Appropriate control of ex vivo gene therapy delivering basic fibroblast growth factor promotes successful and safe development of collateral vessels in rabbit model of hind limb ischemia.

Purpose: In our previous study, adenovirus-mediated ex vivo gene transfer of basic fibroblast growth factor promoted significant collateral vessel development in a rabbit model of hind limb ischemia. The present study examined how to control the efficacy and safety of this gene therapy, and also evaluated the feasibility of repeat application of this procedure.

Methods: Modified hFGF gene with the secretory signal sequence was adenovirally transferred to cultured autologous fibroblasts, and various numbers of the cells (2 x 10(5), 1 x 10(6), 5 x 10(6), or 2.5 x 10(7)) or vehicle was injected through the left internal iliac artery in rabbits in whom the left femoral artery had been excised 21 days previously.

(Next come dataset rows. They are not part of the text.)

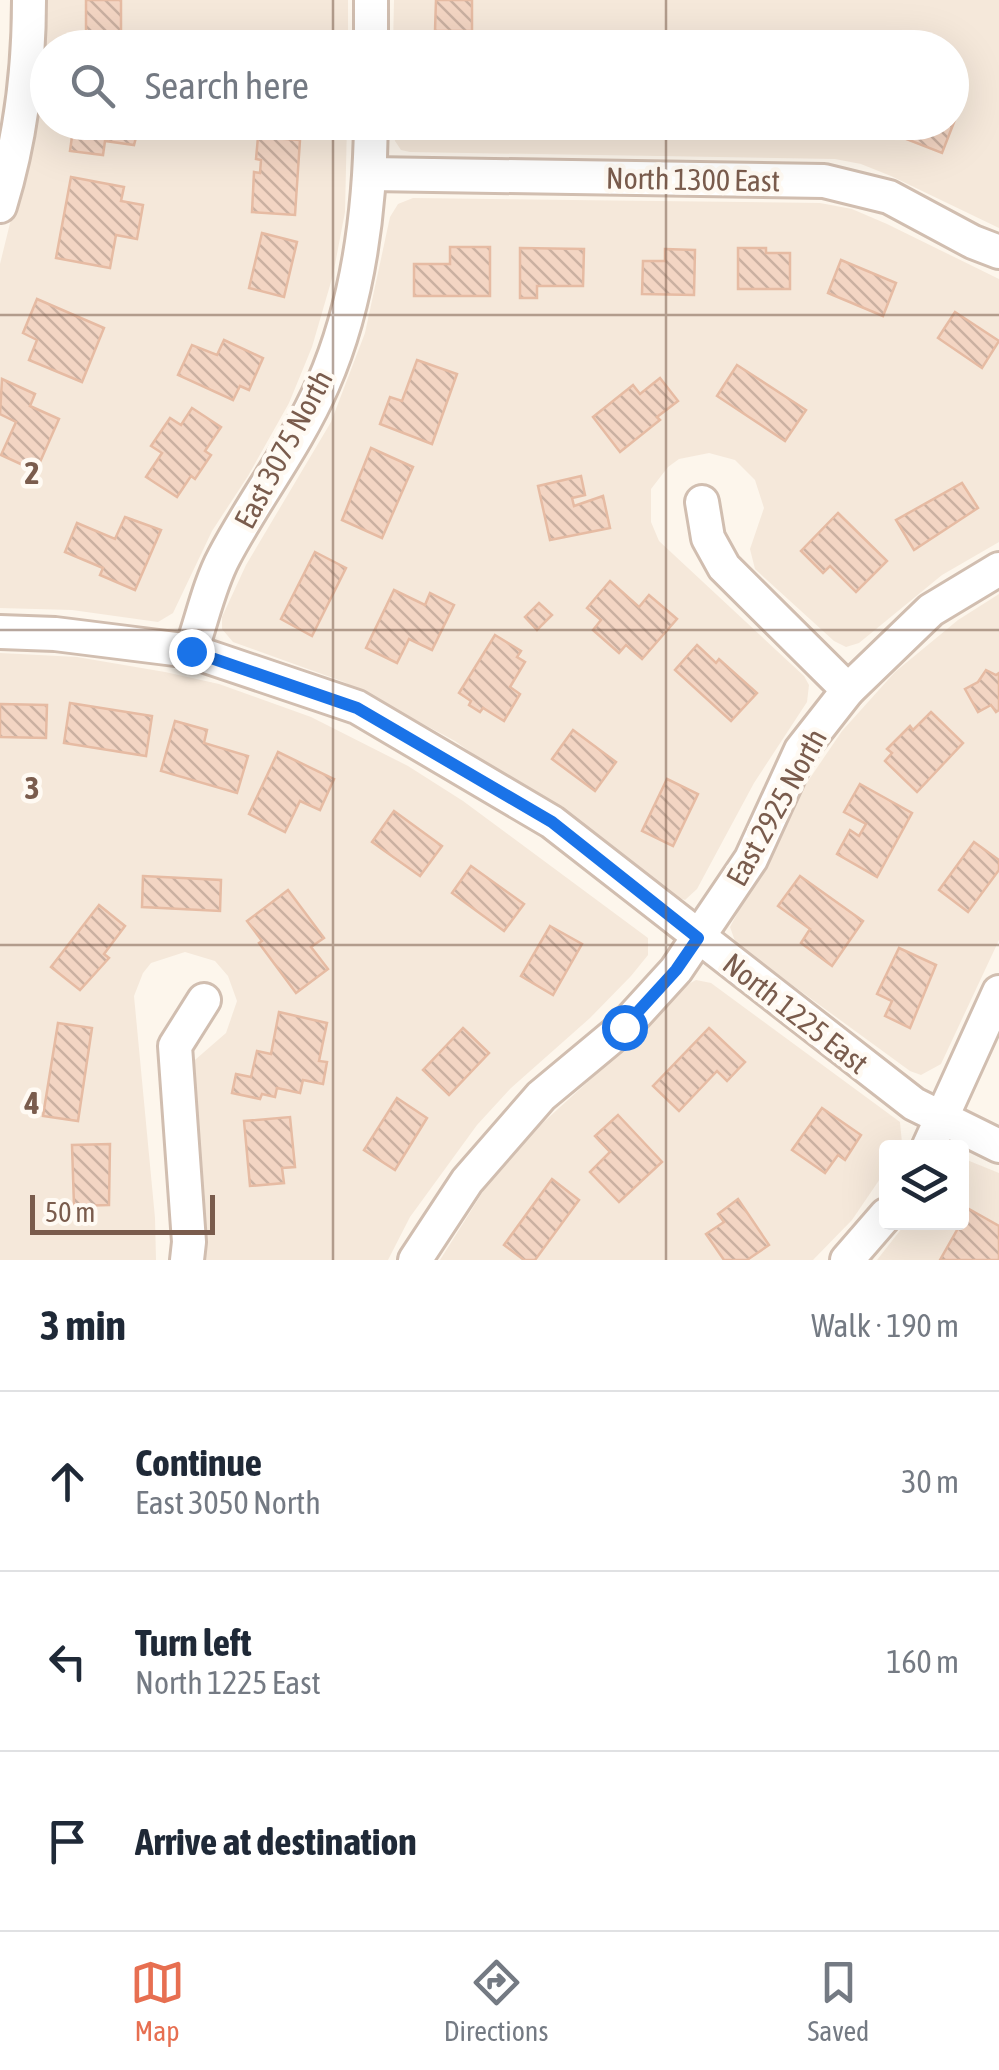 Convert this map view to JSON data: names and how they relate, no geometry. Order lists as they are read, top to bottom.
{
  "streets": {
    "street": [
      "North 1300 East",
      "East 3075 North",
      "East 2925 North",
      "North 1225 East"
    ]
  },
  "crossings": [
    ["North 1300 East", "East 3075 North"],
    ["East 3075 North", "North 1225 East"],
    ["East 2925 North", "North 1225 East"]
  ],
  "scale_bar": "50 m",
  "page": {
    "search": "Search here",
    "scale": "50 m",
    "heading": ["3 min", "Walk · 190 m"],
    "list": [
      ["Continue", "East 3050 North", "30 m"],
      ["Turn left", "North 1225 East", "160 m"],
      "Arrive at destination"
    ],
    "nav": ["Map", "Directions", "Saved"]
  },
  "grid": {
    "rows": ["2", "3", "4"]
  }
}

Twenty-eight days after cell administration, calf blood pressure ratio, angiographic score, blood flow in the internal iliac artery, and capillary density of muscle tissue were measured to analyze collateral vessel development and tissue perfusion in the ischemic limb. To assess delivery efficiency and viral contamination, the distribution of injected cells and the time course of blood anti-adenovirus antibody titer were examined in rabbits treated with various numbers of gene-transduced cells. In addition, animals received two injections, 21 days apart, of fibroblasts infected with adenovirus vector containing the luciferase gene, and luciferase expression was measured to evaluate whether the present therapy is repeatable.

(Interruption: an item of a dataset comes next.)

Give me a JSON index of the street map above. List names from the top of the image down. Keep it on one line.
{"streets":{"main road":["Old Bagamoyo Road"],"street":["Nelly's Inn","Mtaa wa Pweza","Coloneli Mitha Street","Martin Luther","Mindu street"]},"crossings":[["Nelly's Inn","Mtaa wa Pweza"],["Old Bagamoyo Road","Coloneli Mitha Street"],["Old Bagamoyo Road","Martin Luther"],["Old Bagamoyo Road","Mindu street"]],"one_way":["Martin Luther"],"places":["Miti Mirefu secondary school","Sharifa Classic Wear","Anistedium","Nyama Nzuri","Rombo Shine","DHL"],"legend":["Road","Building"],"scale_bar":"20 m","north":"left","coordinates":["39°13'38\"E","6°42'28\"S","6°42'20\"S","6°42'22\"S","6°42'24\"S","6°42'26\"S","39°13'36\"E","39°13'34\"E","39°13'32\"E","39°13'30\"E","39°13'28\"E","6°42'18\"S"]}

Results: At 28 days after cell administration, significant collateral vessel development without detectable side effects was observed in rabbits who received 5 x 10(6) or 2.5 x 10(7) cells, compared with those who received vehicle, and no significant development was detected in animals with fewer than 5 x 10(6) cells (P <.01 for calf blood pressure ratio and capillary density, P <.05 for angiographic score and maximum blood flow). There was no difference in collateral augmentation between rabbits with 5 x 10(6) and 2.5 x 10(7) cells. However, in animals with 2.5 x 10(7) cells a large number of injected cells accumulated in the lungs, anti-adenovirus antibody titer increased significantly, and calf blood pressure in the left hind limb of two rabbits decreased immediately after injection. Luciferase analysis showed very low gene expression after repeated administration.

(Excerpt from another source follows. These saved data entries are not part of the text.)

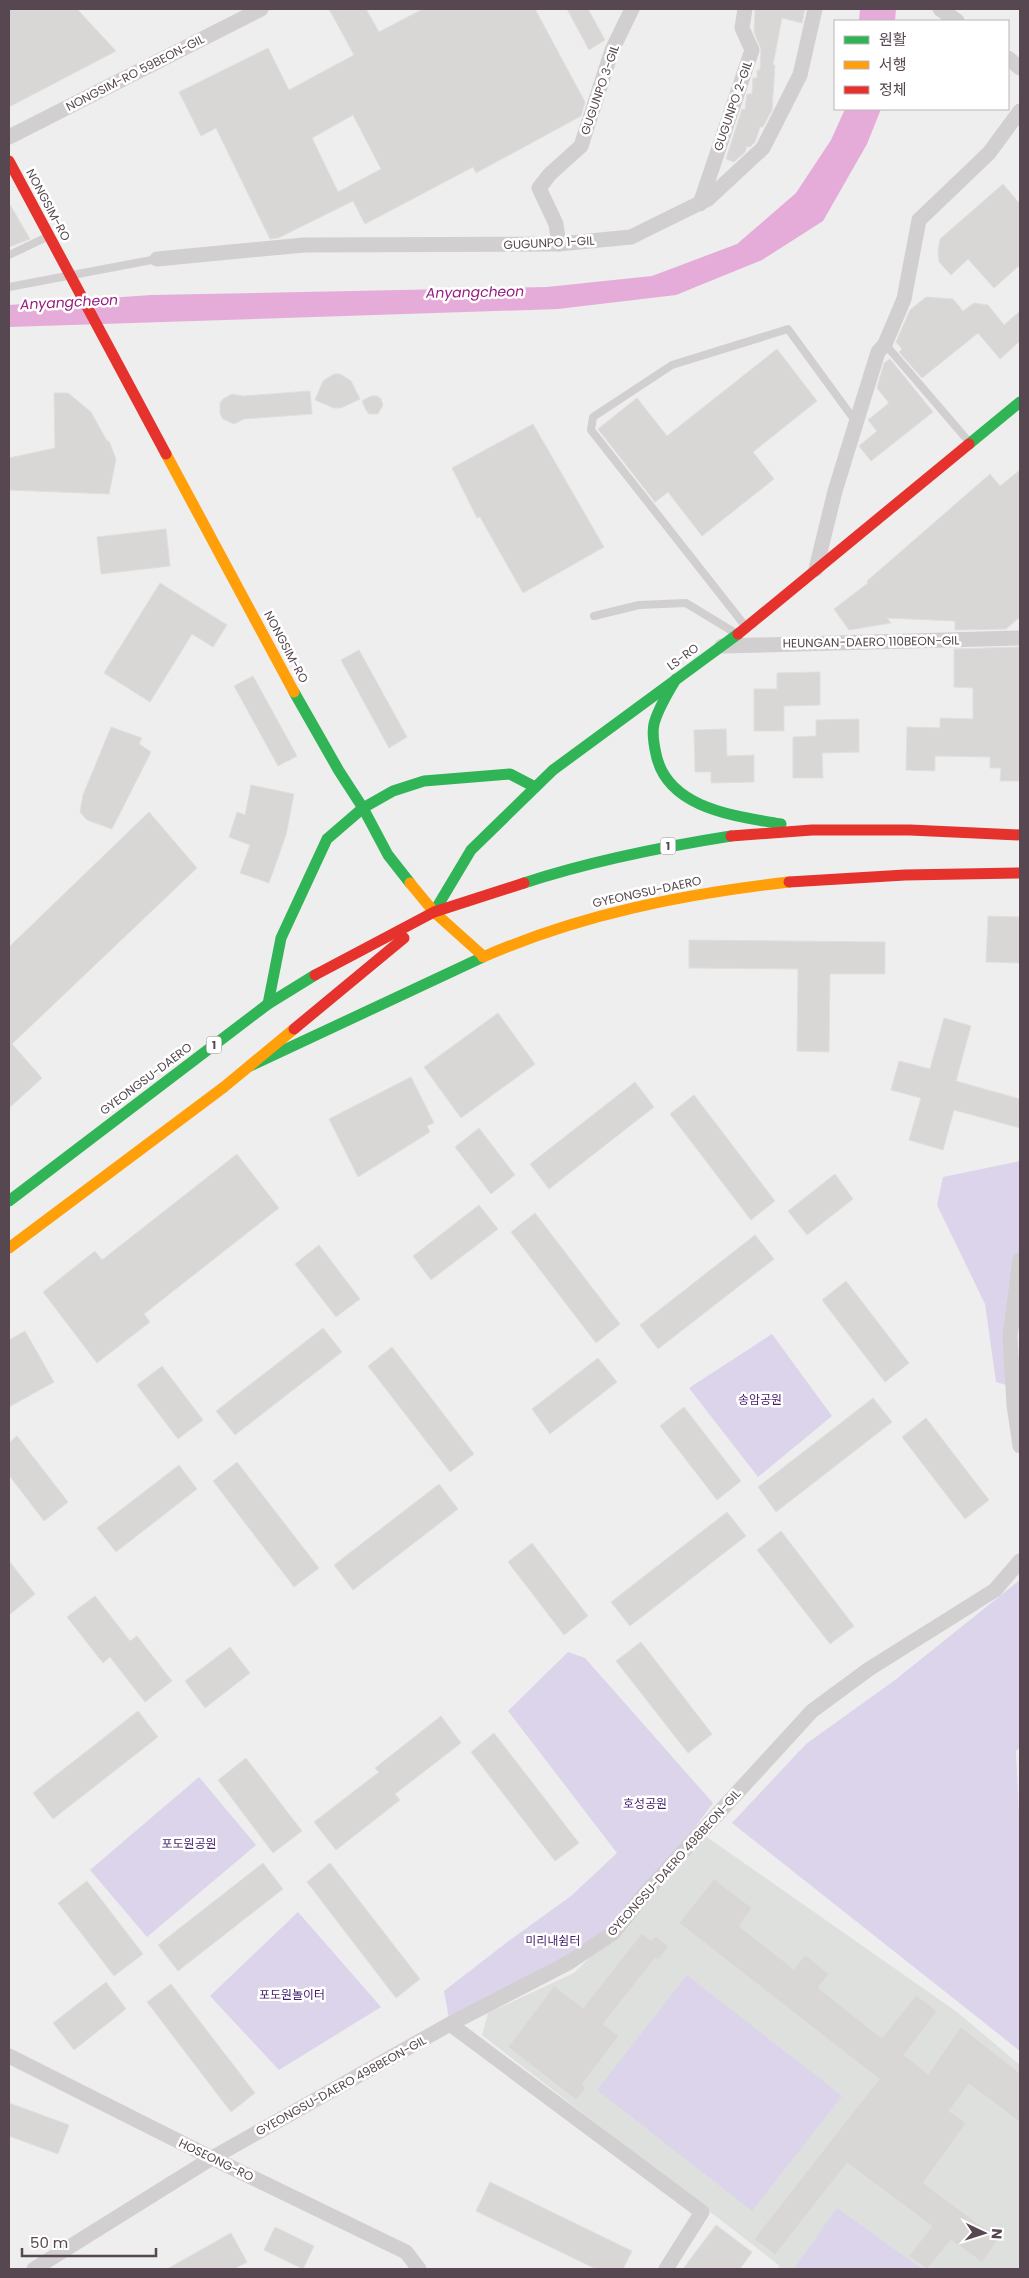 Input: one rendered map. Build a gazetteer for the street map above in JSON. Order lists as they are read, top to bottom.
{
  "streets": {
    "main road": [
      "NONGSIM-RO",
      "LS-RO",
      "1",
      "GYEONGSU-DAERO"
    ],
    "street": [
      "NONGSIM-RO 59BEON-GIL",
      "GUGUNPO 3-GIL",
      "GUGUNPO 2-GIL",
      "GUGUNPO 1-GIL",
      "HEUNGAN-DAERO 110BEON-GIL",
      "GYEONGSU-DAERO 498BEON-GIL",
      "HOSEONG-RO"
    ]
  },
  "crossings": [
    ["GUGUNPO 3-GIL", "GUGUNPO 1-GIL"],
    ["GUGUNPO 2-GIL", "GUGUNPO 1-GIL"],
    ["NONGSIM-RO", "LS-RO"],
    ["NONGSIM-RO", "GYEONGSU-DAERO"],
    ["HEUNGAN-DAERO 110BEON-GIL", "LS-RO"],
    ["LS-RO", "GYEONGSU-DAERO"],
    ["GYEONGSU-DAERO 498BEON-GIL", "HOSEONG-RO"]
  ],
  "water": ["Anyangcheon"],
  "parks": [
    "송암공원",
    "호성공원",
    "포도원공원",
    "미리내쉼터",
    "포도원놀이터"
  ],
  "legend": ["원활", "서행", "정체"],
  "scale_bar": "50 m",
  "north": "right"
}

Conclusion: These findings suggest that 5 x 10(6) is a suitable number of cells to induce appropriate collateral vessel development and minimize potential side effects of this procedure. Despite use of ex vivo gene transfer, repeat administration of the cells was not feasible. Clinical relevance Since the present study determined the appropriate conditions for effective and safe stimulation of collateral vessels, the clinical relevance of the ex vivo therapy might be carried forward. However, the findings raised another issue that should be resolved before clinical application; that is, the number of gene-transduced cells able to be injected was strictly limited. To estimate the therapeutic range of cell number in humans, additional experiments using large animals are desirable.